Stored items -

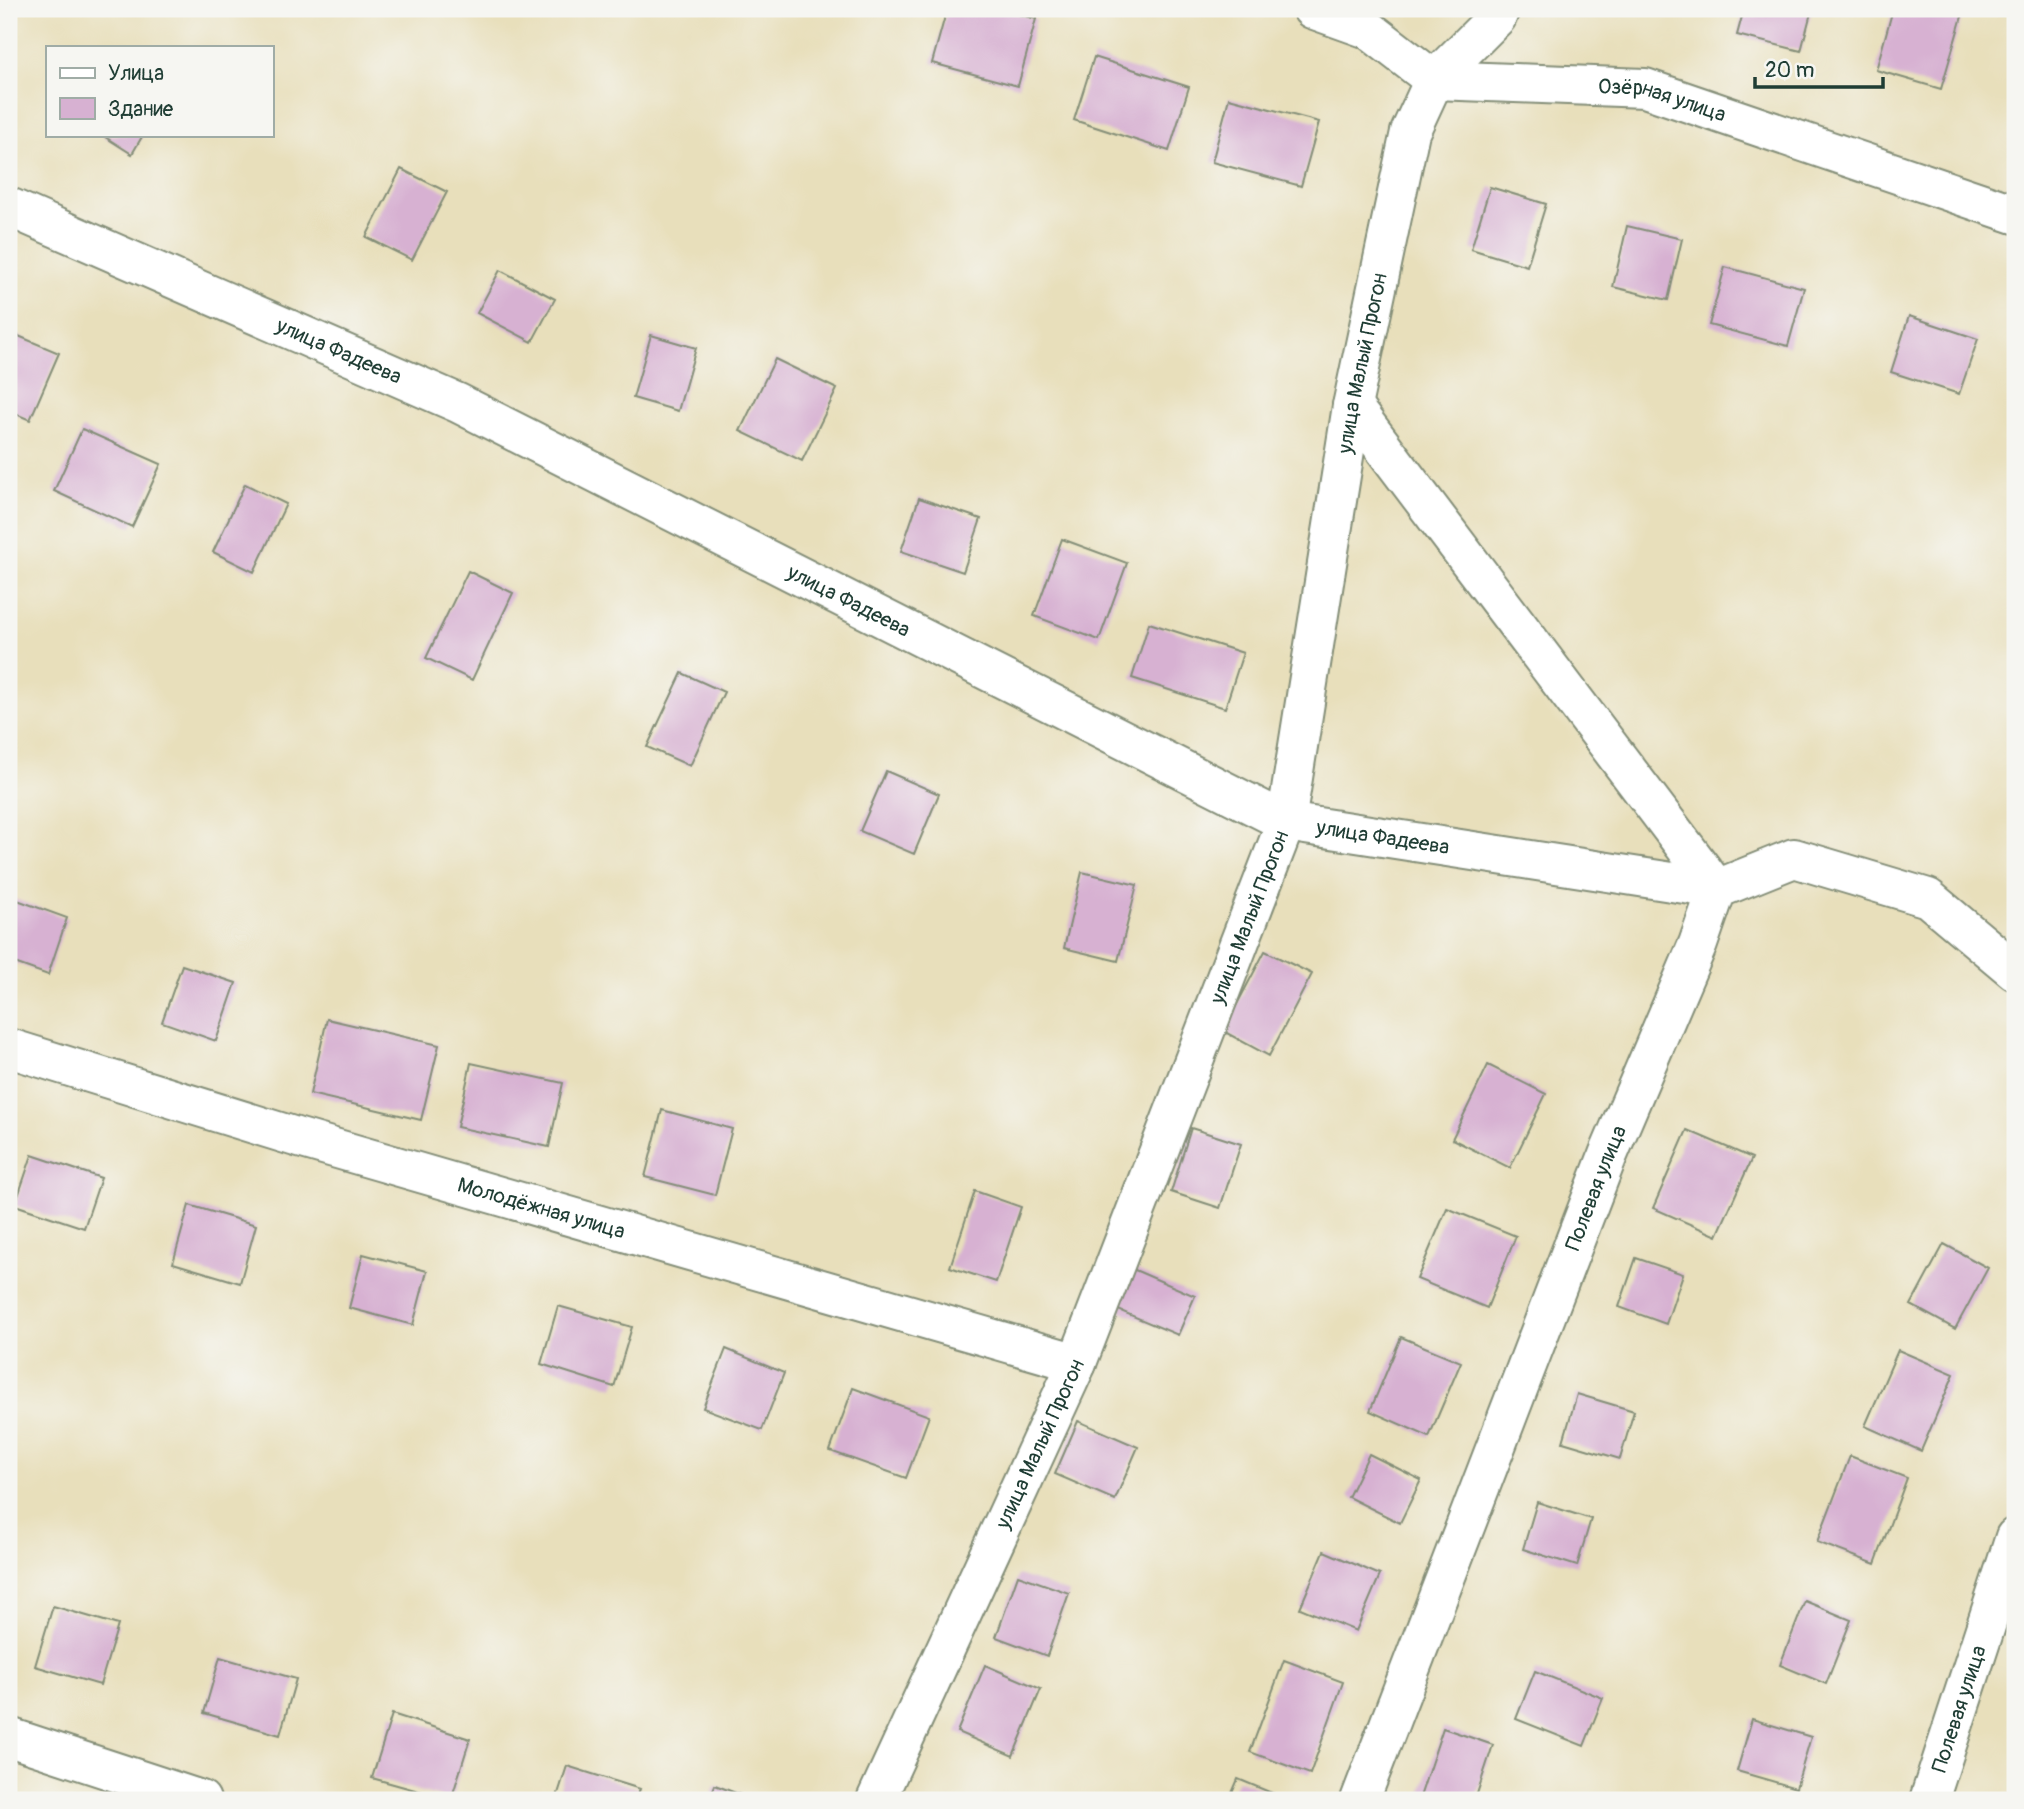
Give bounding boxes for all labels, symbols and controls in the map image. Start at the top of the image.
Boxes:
legend [46,46,273,136]
scale bar [1755,46,1882,90]
text: 20 m [1765,57,1814,84]
text: Улица [108,60,164,87]
street label: Озёрная улица [1598,73,1730,128]
text: Здание [108,96,174,123]
street label: улица Малый Прогон [1331,270,1393,457]
street label: улица Фадеева [271,311,406,390]
street label: улица Фадеева [782,558,915,643]
street label: улица Фадеева [1314,813,1451,861]
street label: улица Малый Прогон [1203,827,1295,1009]
street label: Полевая улица [1559,1121,1633,1254]
street label: Молодёжная улица [455,1171,628,1245]
street label: улица Малый Прогон [989,1355,1090,1534]
street label: Полевая улица [1925,1642,1992,1776]

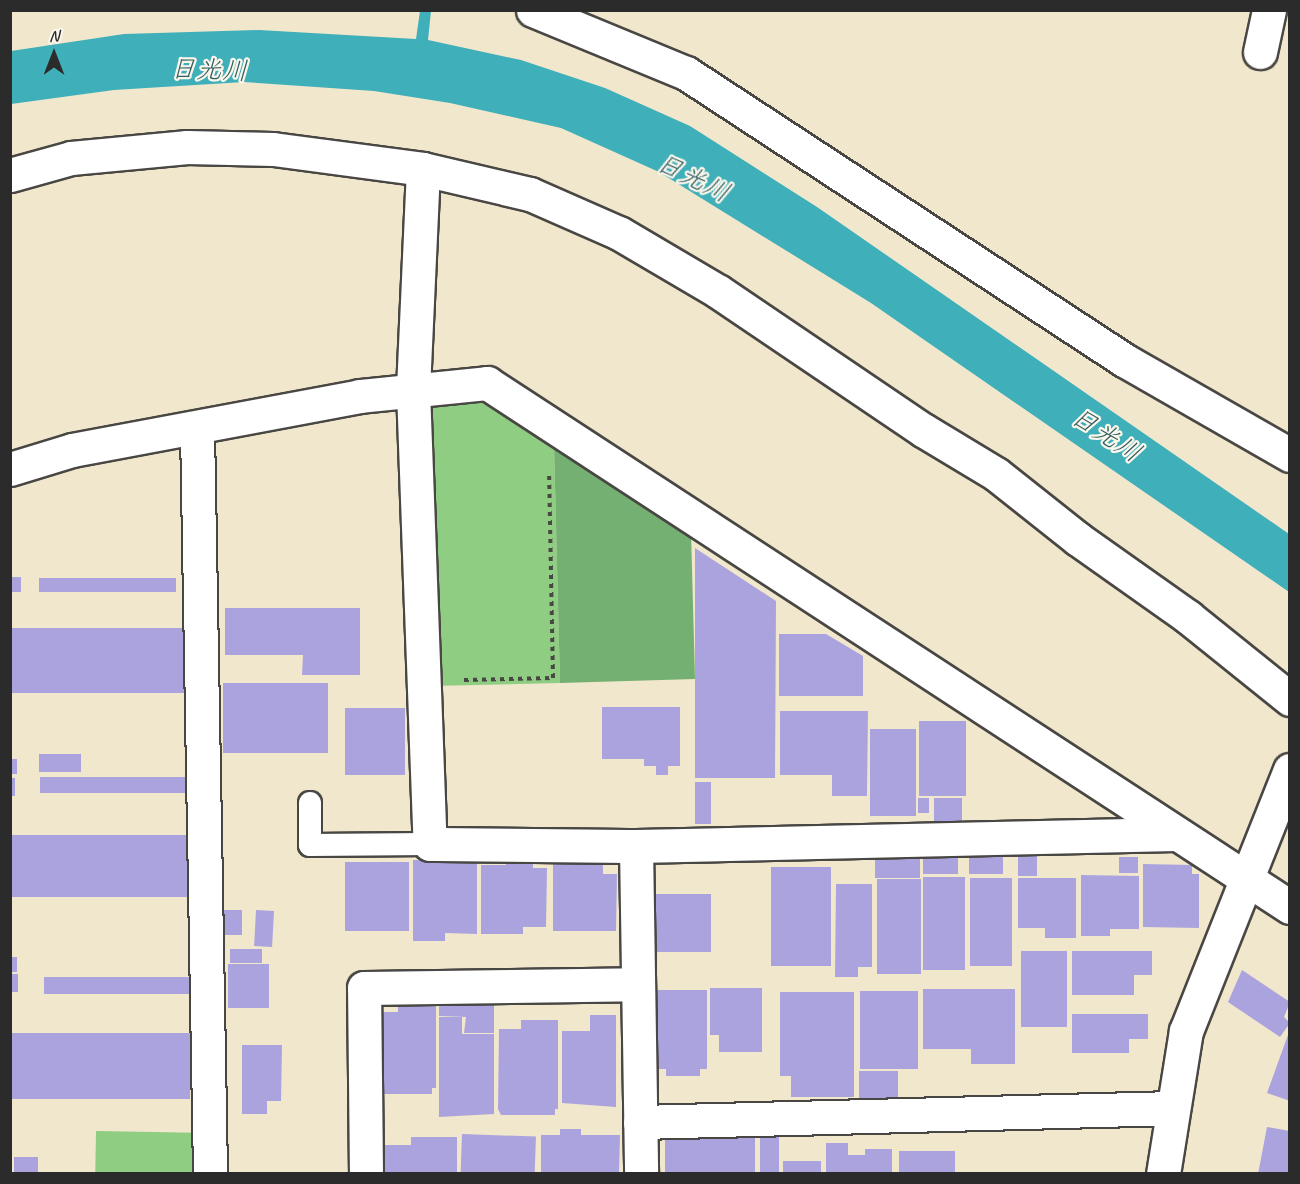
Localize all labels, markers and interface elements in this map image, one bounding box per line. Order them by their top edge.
north arrow [24,24,84,84]
text: N [49,26,59,46]
water label: 日光川 [169,53,249,87]
water label: 日光川 [651,147,735,209]
water label: 日光川 [1065,401,1147,469]

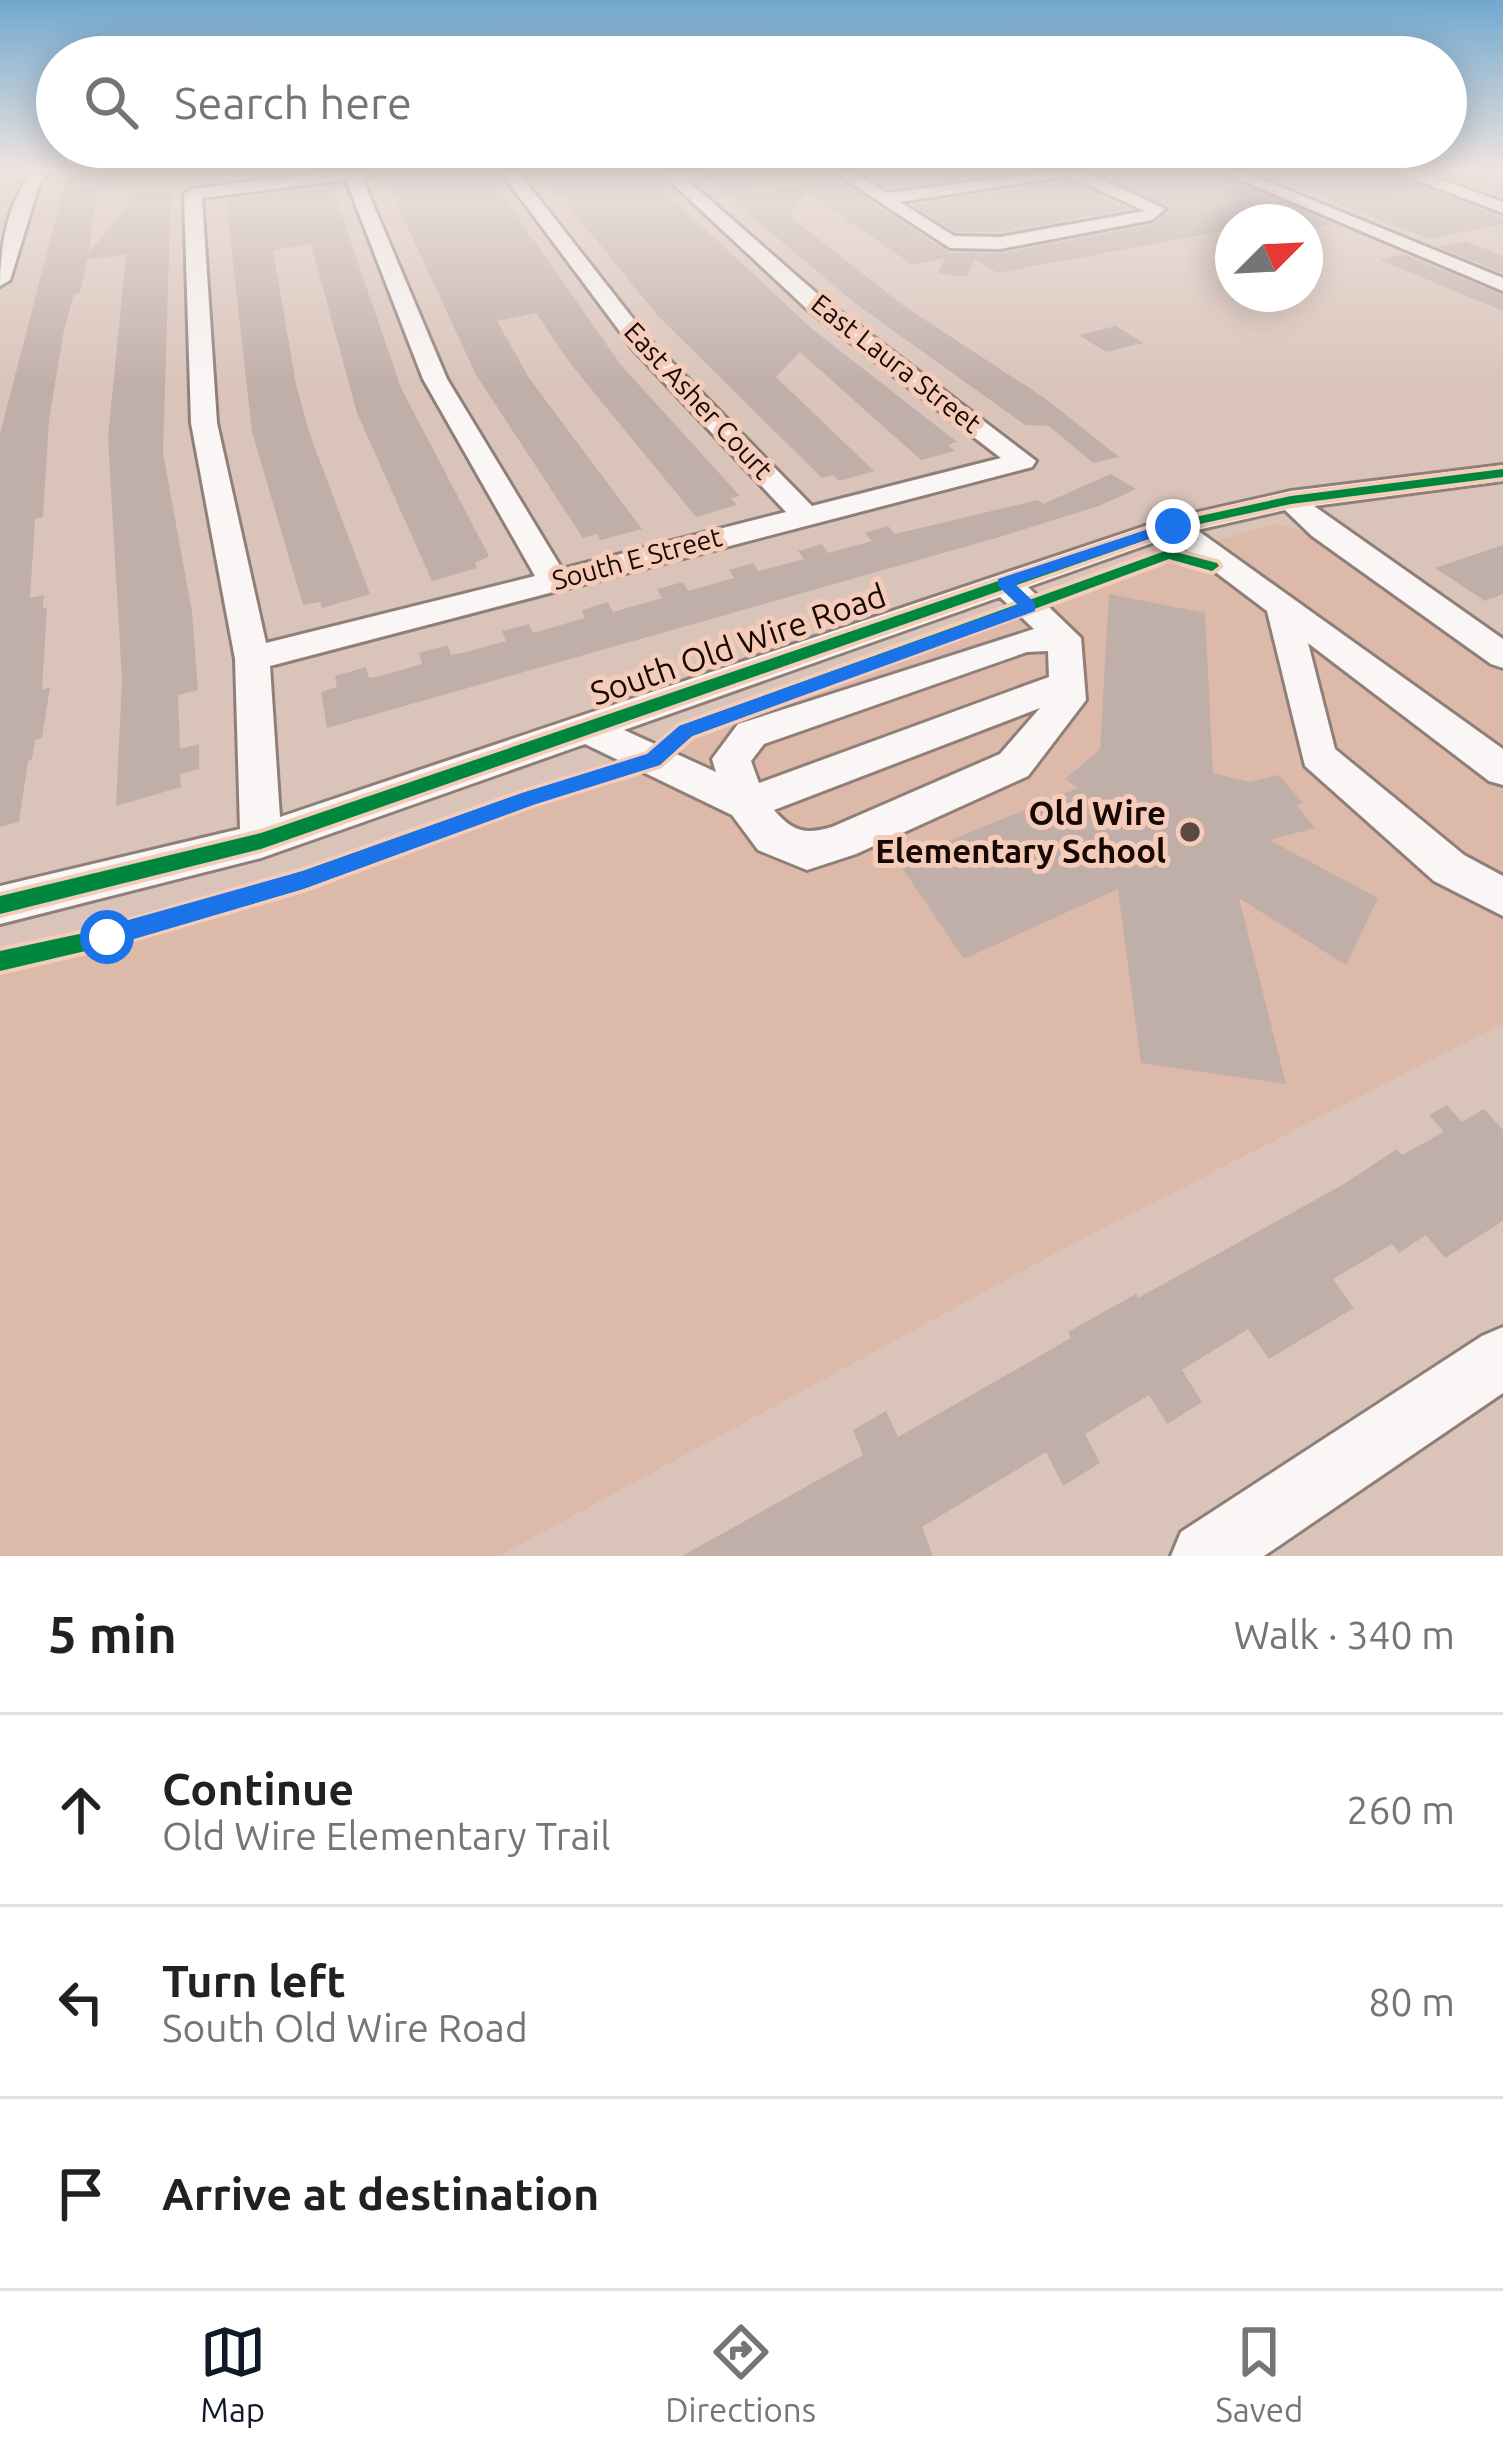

WHAT YOU ARE ASKED TO DO - Please reproduce the records above exactly, omitting every picture.

RESPONSE TO THE TASK -
Give bounding boxes for all labels, symbols and controls in the map image. Start at the top of the image.
Boxes:
legend [46,46,273,136]
scale bar [1755,46,1882,90]
text: 20 m [1765,57,1814,84]
text: Улица [108,60,164,87]
street label: Озёрная улица [1598,73,1730,128]
text: Здание [108,96,174,123]
street label: улица Малый Прогон [1331,270,1393,457]
street label: улица Фадеева [271,311,406,390]
street label: улица Фадеева [782,558,915,643]
street label: улица Фадеева [1314,813,1451,861]
street label: улица Малый Прогон [1203,827,1295,1009]
street label: Полевая улица [1559,1121,1633,1254]
street label: Молодёжная улица [455,1171,628,1245]
street label: улица Малый Прогон [989,1355,1090,1534]
street label: Полевая улица [1925,1642,1992,1776]

Localize all labels, markers and interface elements in this map image, one bounding box per line. Order them by their top edge.
north arrow [24,24,84,84]
text: N [49,26,59,46]
water label: 日光川 [169,53,249,87]
water label: 日光川 [651,147,735,209]
water label: 日光川 [1065,401,1147,469]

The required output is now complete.